I’m not suggesting to be unkind.
The sentence that you read in the paragraph above, remember, went “It’s safe to tell the truth quickly and kindly.” When you speak your truth quickly, it doesn’t have that long pent-up and repressed energy that it has when you swallow what you wish to communicate for fear that it might hurt someone and/or that that person might hurt you in reply. So it sits there and festers. The key to mastering this truth is to not only speak your truth quickly, but to do it kindly, as well.
Let’s suppose someone said something, or did something, that you felt hurt by. Many people say nothing, repressing what they wish to communicate. It festers inside them and becomes poisonous. By the time it eventually gets expressed, it can come out with volcanic force, completely unrelated to whatever touched it off in the present. Such is the power of long-suppressed truths.
Last night, in fact, a dear friend of mine—one of the oldest and dearest friends in my life, for that matter—finally told me in a twohour car ride that we shared with nobody else around that there was something I said and something I didn’t do a year ago. He had bottled up this feeling inside of him, driving a wedge between us.
The issue came up in the first place because I expressed--in a kind manner--that I felt that our relationship had deteriorated, quietly faded into relationship oblivion, reduced to about one night a year. (True, I live only four months per year near him—but it’s a 10-minute drive kind of nearness.) Unexpressed communications, however, can drive a wedge that prevents 10-minute drives; he could live next door, and the relationship could still be one night a year when truth is swallowed and not spoken.
So he finally communicated his truth.
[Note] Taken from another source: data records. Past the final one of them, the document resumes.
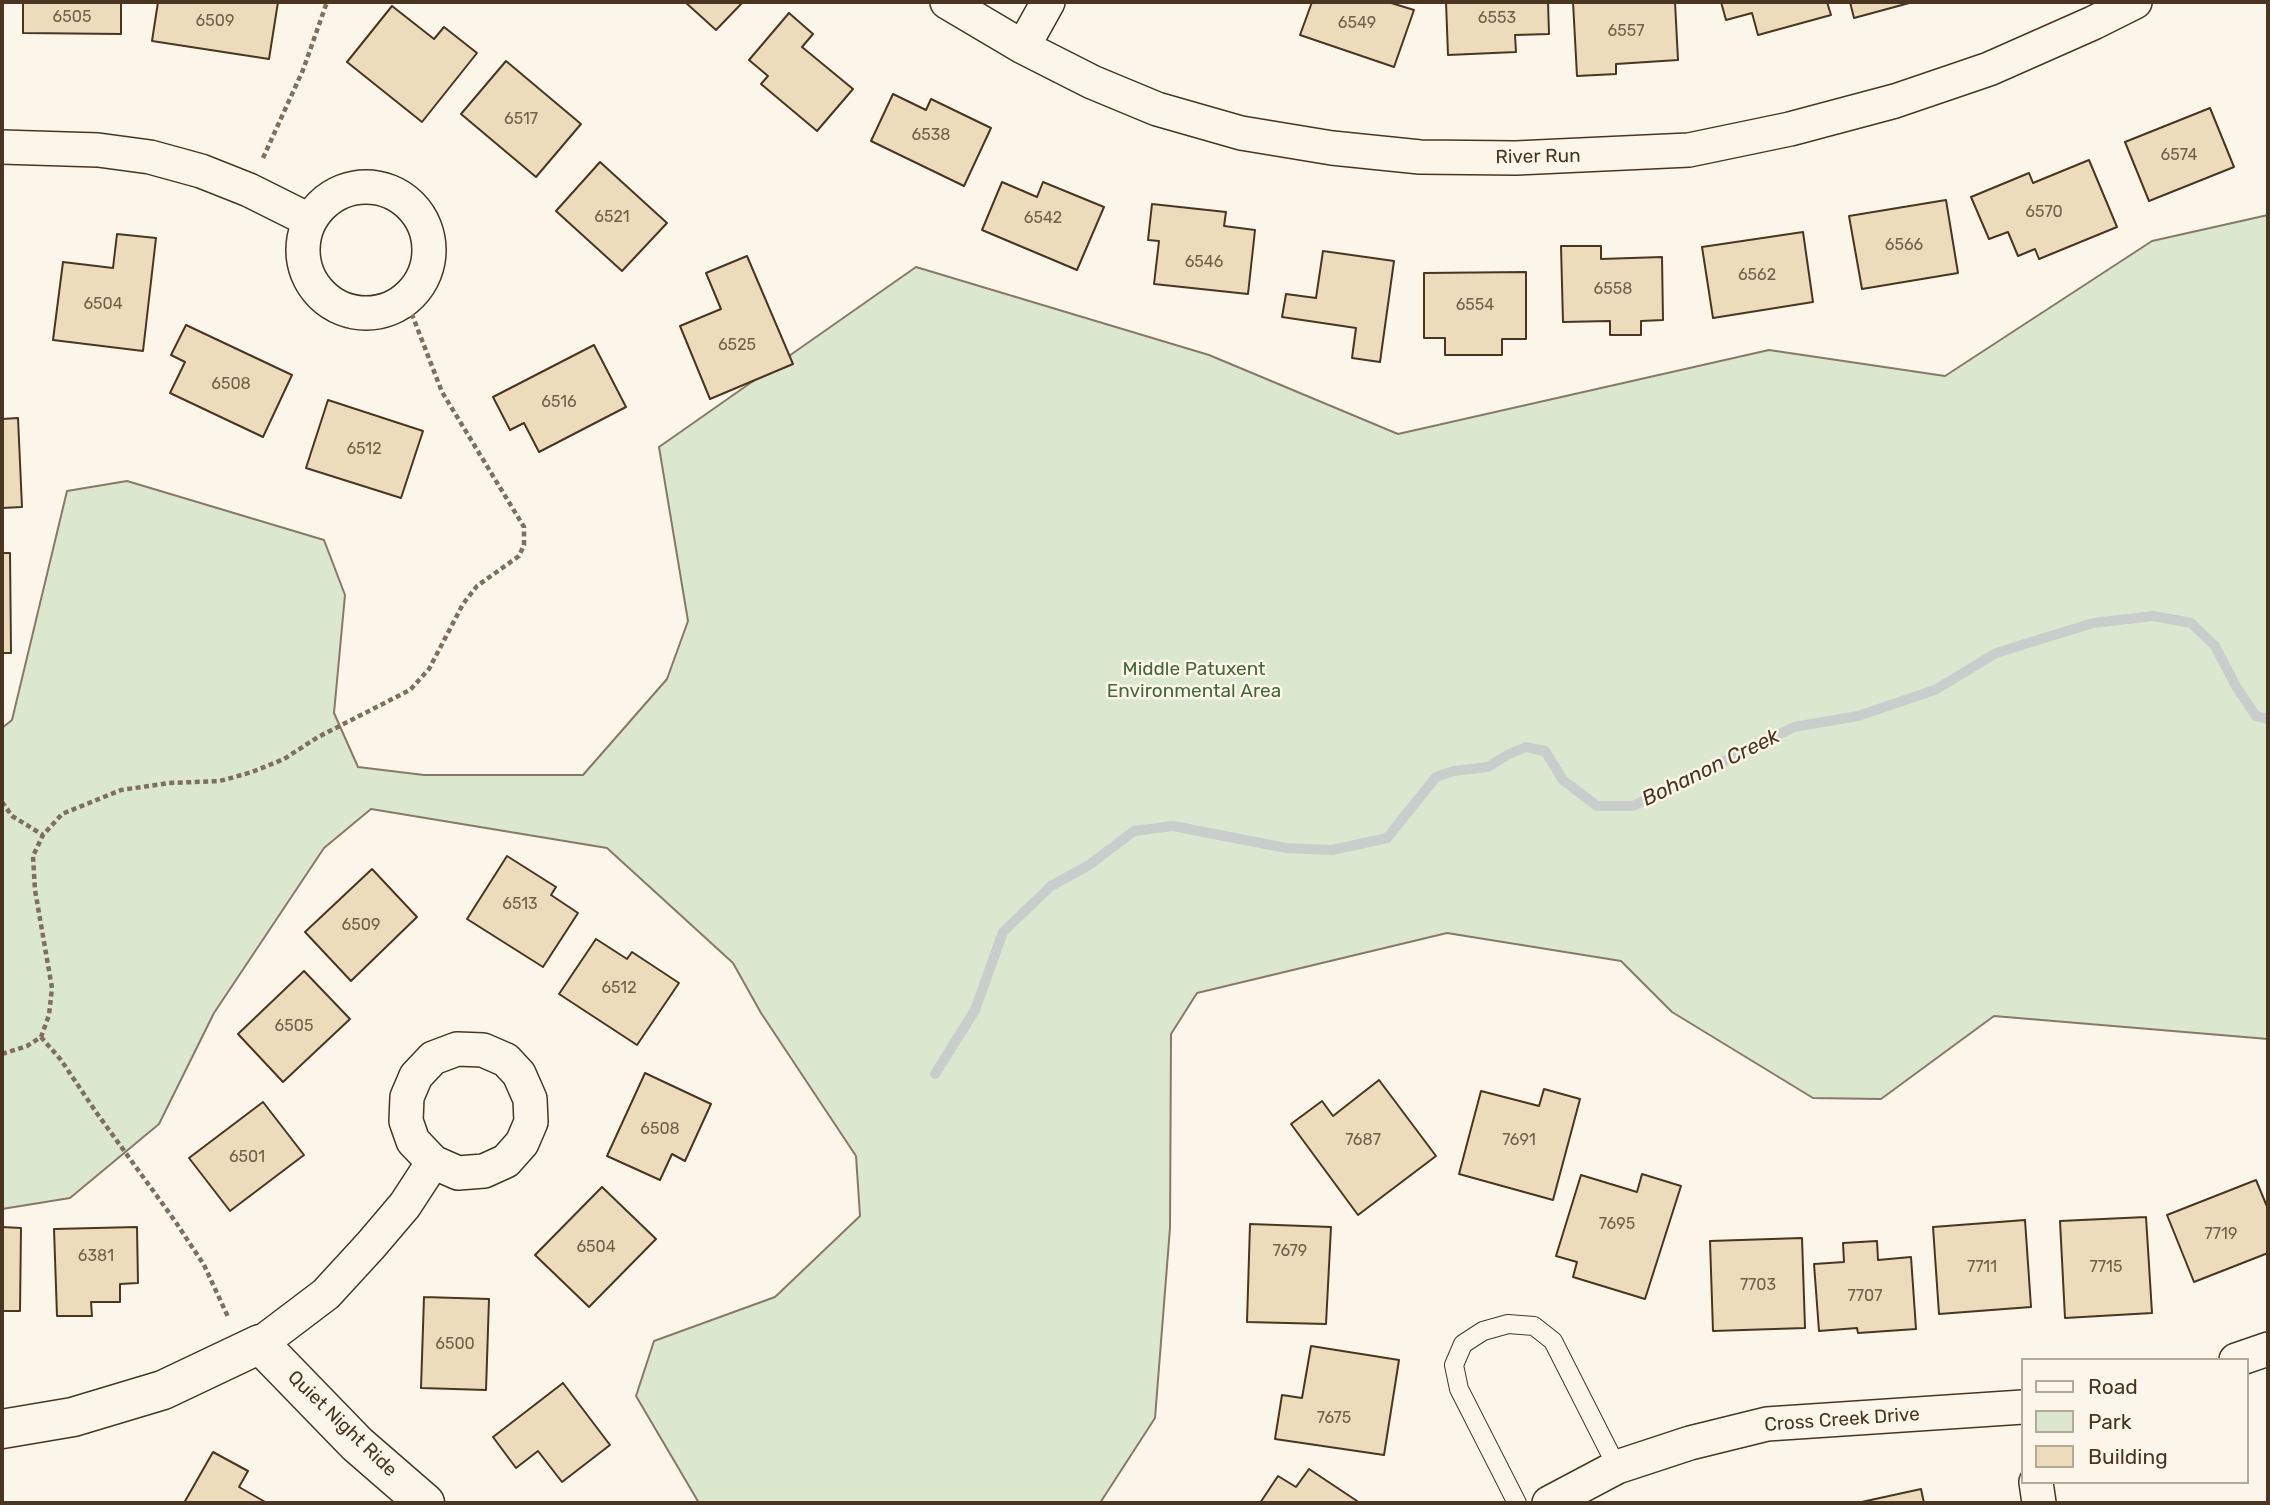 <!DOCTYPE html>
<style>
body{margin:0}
#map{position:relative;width:2270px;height:1505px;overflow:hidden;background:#fbf6e9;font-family:Rubik,sans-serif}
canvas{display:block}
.frame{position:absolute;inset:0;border:4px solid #4a3520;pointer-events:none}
.legend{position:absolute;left:2021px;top:1358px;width:228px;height:126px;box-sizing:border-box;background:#fbf6e9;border:2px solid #b4a999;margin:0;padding:9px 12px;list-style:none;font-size:21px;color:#4a3520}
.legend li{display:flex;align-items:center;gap:14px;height:35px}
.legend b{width:35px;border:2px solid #b4a999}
</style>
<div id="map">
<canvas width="2270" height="1505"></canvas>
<div class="frame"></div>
<ul class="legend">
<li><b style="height:9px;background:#fbf6e9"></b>Road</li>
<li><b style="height:19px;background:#dce7d0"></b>Park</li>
<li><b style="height:19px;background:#ecdcbc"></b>Building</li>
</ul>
</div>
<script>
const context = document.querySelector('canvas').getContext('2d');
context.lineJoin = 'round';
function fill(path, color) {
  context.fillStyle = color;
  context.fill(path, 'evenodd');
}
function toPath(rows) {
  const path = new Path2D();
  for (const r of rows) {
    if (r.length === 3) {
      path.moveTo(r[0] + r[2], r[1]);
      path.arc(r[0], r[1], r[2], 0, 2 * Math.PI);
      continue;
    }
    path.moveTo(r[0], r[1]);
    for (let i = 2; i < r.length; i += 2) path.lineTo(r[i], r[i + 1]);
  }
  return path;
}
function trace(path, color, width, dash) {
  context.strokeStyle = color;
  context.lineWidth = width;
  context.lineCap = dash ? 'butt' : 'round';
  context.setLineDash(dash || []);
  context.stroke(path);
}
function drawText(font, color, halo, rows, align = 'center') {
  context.font = font + ' Rubik,sans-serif';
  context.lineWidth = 5;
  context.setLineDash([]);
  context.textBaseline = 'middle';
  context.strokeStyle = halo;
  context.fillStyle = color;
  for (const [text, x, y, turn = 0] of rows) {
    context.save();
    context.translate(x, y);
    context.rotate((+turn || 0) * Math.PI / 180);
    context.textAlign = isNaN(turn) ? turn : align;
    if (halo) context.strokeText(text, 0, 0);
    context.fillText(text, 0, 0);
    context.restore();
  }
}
const green = toPath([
 [2268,215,2268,1039,1994,1016,1881,1099,1813,1098,1672,1012,1621,961,1447,933,1197,993,1171,1034,1170,1228,1155,1418,1100,1503,699,1503,636,1396,654,1341,775,1297,860,1216,856,1156,761,1013,733,963,607,848,371,809,324,848,214,1013,159,1124,70,1198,2,1209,2,728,12,720,67,491,127,481,324,540,345,595,334,713,358,767,424,775,583,775,667,679,688,621,659,447,916,267,1209,355,1398,434,1769,350,1945,376,2152,241,2268,215]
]);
fill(green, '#dce7d0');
trace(green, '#887966', 2);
trace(toPath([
 [935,1074,975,1010,1003,932,1051,886,1089,865,1134,831,1173,826,1286,848,1332,850,1387,838,1436,777,1454,771,1488,767,1509,754,1526,747,1545,751,1563,780,1597,806,1633,806,1794,727,1858,716,1935,690,1996,653,2093,623,2154,616,2191,623,2215,646,2237,688,2256,716,2268,719]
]), '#c9cecd', 10);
const building = toPath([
 [23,2,121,2,121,34,23,33,23,2],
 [158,2,278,2,269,59,152,41,158,2],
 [685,2,743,2,716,30,685,2],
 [1312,2,1388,2,1414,10,1394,67,1300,35,1312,2],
 [1446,2,1548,2,1549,34,1515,35,1516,52,1448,55,1446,2],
 [1573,2,1675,2,1678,60,1616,64,1616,74,1577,76,1573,2],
 [1721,2,1827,2,1831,15,1758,35,1752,13,1726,20,1721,2],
 [1850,2,1913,2,1854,18,1850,2],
 [392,6,434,39,444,27,477,53,422,122,347,62,392,6],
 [789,13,813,34,802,47,853,89,817,131,761,84,768,76,749,60,789,13],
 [506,61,581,124,536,177,461,114,506,61],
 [893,94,926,110,931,99,991,128,964,186,871,141,893,94],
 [2210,108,2234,167,2149,201,2125,142,2210,108],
 [2089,160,2117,227,2039,259,2035,249,2018,256,2008,232,1989,239,1971,197,2029,173,2033,183,2089,160],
 [600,162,667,223,622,271,556,211,600,162],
 [1002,182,1037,197,1043,182,1104,207,1077,270,982,230,1002,182],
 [1946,200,1958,273,1862,289,1849,216,1946,200],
 [1152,204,1226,212,1224,226,1255,230,1248,294,1154,284,1159,241,1148,240,1152,204],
 [1803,232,1813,302,1713,318,1702,247,1803,232],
 [117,234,156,238,143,351,53,340,63,262,113,268,117,234],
 [1561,246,1601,246,1601,259,1662,257,1663,320,1641,321,1641,335,1610,335,1610,321,1563,322,1561,246],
 [1323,251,1394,261,1380,362,1352,358,1356,328,1282,317,1286,294,1316,298,1323,251],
 [747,256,793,364,710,399,680,326,721,309,706,273,747,256],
 [1526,272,1526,339,1502,339,1502,355,1445,355,1445,338,1424,338,1424,273,1526,272],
 [186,325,292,375,263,437,170,393,185,362,171,355,186,325],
 [594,345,626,407,539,452,524,423,510,430,493,397,594,345],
 [328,400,423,431,401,498,306,468,328,400],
 [18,418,22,507,2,508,2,419,18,418],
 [2,553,10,553,11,653,2,653,2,553],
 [507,856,556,887,551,895,578,913,543,967,467,919,507,856],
 [372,869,417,917,351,981,305,932,372,869],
 [596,939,627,959,632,952,679,983,637,1045,559,994,596,939],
 [304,971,350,1019,283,1082,238,1034,304,971],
 [645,1073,711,1104,685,1161,672,1154,660,1180,607,1156,645,1073],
 [1379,1080,1436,1156,1358,1215,1291,1124,1322,1101,1333,1116,1379,1080],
 [1544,1089,1580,1099,1553,1200,1459,1174,1481,1091,1539,1106,1544,1089],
 [263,1102,304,1155,230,1211,189,1158,263,1102],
 [1642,1174,1681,1186,1645,1299,1573,1277,1577,1262,1556,1256,1581,1175,1637,1192,1642,1174],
 [2256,1180,2268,1209,2268,1253,2194,1282,2167,1215,2256,1180],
 [602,1187,656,1239,589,1307,535,1255,602,1187],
 [2146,1217,2152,1313,2065,1318,2060,1221,2146,1217],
 [2025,1220,2031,1307,1939,1314,1933,1227,2025,1220],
 [1250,1224,1331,1227,1326,1324,1247,1322,1250,1224],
 [2,1227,21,1228,20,1311,2,1311,2,1227],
 [137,1227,138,1283,120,1284,120,1302,91,1302,92,1316,57,1316,54,1229,137,1227],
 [1802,1238,1805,1328,1713,1331,1710,1241,1802,1238],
 [1877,1241,1878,1260,1911,1257,1916,1329,1858,1333,1857,1328,1819,1331,1814,1264,1844,1262,1843,1243,1877,1241],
 [424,1297,489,1299,486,1390,421,1388,424,1297],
 [1311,1346,1399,1360,1384,1455,1275,1439,1282,1395,1302,1398,1311,1346],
 [563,1383,610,1445,562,1482,538,1451,516,1468,493,1437,563,1383],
 [213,1452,248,1471,239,1487,267,1503,184,1503,213,1452],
 [1309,1469,1360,1503,1260,1503,1278,1476,1296,1487,1309,1469],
 [1921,1489,1924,1503,1857,1503,1921,1489]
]);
fill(building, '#ecdcbc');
trace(building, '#4a3520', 2);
const service = toPath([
 [1517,1503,1459,1389,1454,1365,1463,1344,1483,1331,1508,1324,1534,1326,1553,1341,1617,1467]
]);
const minor = toPath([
 [947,2,1023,47,1092,82,1157,109,1241,133,1332,148,1420,157,1516,158,1689,150,1790,129,1895,101,1989,69,2093,23,2135,2],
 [1023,47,1048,2],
 [2,147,98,150,150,157,201,171,249,190,309,220],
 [366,250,63],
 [260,1344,326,1294,371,1245,405,1205,433,1162,458,1173,484,1171,506,1161,522,1143,531,1122,530,1099,519,1074,506,1060,483,1050,457,1049,433,1058,416,1076,407,1097,406,1121,413,1141,433,1162],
 [2236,1360,2268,1349],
 [2036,1482,2039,1503],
 [1549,1503,1617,1467,1690,1443,1767,1424,2023,1407]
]);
const tertiary = toPath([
 [2,1429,73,1417,163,1390,260,1344,357,1444,425,1503]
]);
trace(service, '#4a3520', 20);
trace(minor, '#4a3520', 36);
trace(tertiary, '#4a3520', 41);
trace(toPath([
 [263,158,303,70,327,2],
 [2,802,12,816,43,835],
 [41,1037,61,1060,96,1112,175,1221,204,1265,229,1319],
 [2,1054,27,1046,41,1037,49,1015,52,988,35,890,33,856,43,835,62,814,121,790,169,783,220,781,252,772,284,759,318,737,410,690,429,669,463,604,477,586,519,556,524,545,524,527,442,392,406,299]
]), '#7f6f5c', 4.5, [5, 3.5]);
trace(service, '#fbf6e9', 18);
trace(minor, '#fbf6e9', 33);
trace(tertiary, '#fbf6e9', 38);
drawText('16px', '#725f47', null, [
 ["6505",72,17],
 ["6553",1497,18],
 ["6509",215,21],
 ["6549",1357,23],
 ["6557",1626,31],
 ["6517",521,119],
 ["6538",931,135],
 ["6574",2179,155],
 ["6570",2044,212],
 ["6521",612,217],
 ["6542",1043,218],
 ["6566",1904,245],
 ["6546",1204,262],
 ["6562",1757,275],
 ["6558",1613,289],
 ["6504",103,304],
 ["6554",1475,305],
 ["6525",737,345],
 ["6508",231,384],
 ["6516",559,402],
 ["6512",364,449],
 ["6513",520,904],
 ["6509",361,925],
 ["6512",619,988],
 ["6505",294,1026],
 ["6508",660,1129],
 ["7687",1363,1140],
 ["7691",1519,1140],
 ["6501",247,1157],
 ["7695",1617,1224],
 ["7719",2221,1234],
 ["6504",596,1247],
 ["7679",1290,1251],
 ["6381",96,1256],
 ["7711",1982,1267],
 ["7715",2106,1267],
 ["7703",1758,1285],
 ["7707",1865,1296],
 ["6500",455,1344],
 ["7675",1334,1418]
]);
drawText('19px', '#4a3520', '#fbf6e9', [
 ["River Run",1538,157,-1],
 ["Cross Creek Drive",1842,1420,-4],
 ["Quiet Night Ride",342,1424,44]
]);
drawText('19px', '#436837', '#fbf6e9', [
 ["Middle Patuxent",1194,670],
 ["Environmental Area",1194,692]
]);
drawText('italic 21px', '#4a3520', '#fbf6e9', [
 ["Bohanon Creek",1711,768,-26]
]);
</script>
I listened silently and deeply and took it in. I then spoke my truth in response to his communication. He listened silently and deeply and took it in. He sees my point of view, one he hadn’t even considered because he was stuck in his point of view on the situations. He hadn’t asked how I saw it, because he was too uncomfortable to talk about it, fearing a confrontation.
Now he’s thinking deep and hard about my point of view. It’s quite possible that he will let go of his judgment and anger, and come to see the soundness of why I said what I said, and why I didn’t do what I didn’t do. It’s also possible that he won’t. But by speaking his truth and not letting it fester deep inside of him, the wedge between us has disappeared.
We can now agree to disagree about what was said and what didn’t happen and move on. And it’s quite likely that that one night per year relationship may expand to once a month. At least that’s what the smart money in Las Vegas says as far as early odds go.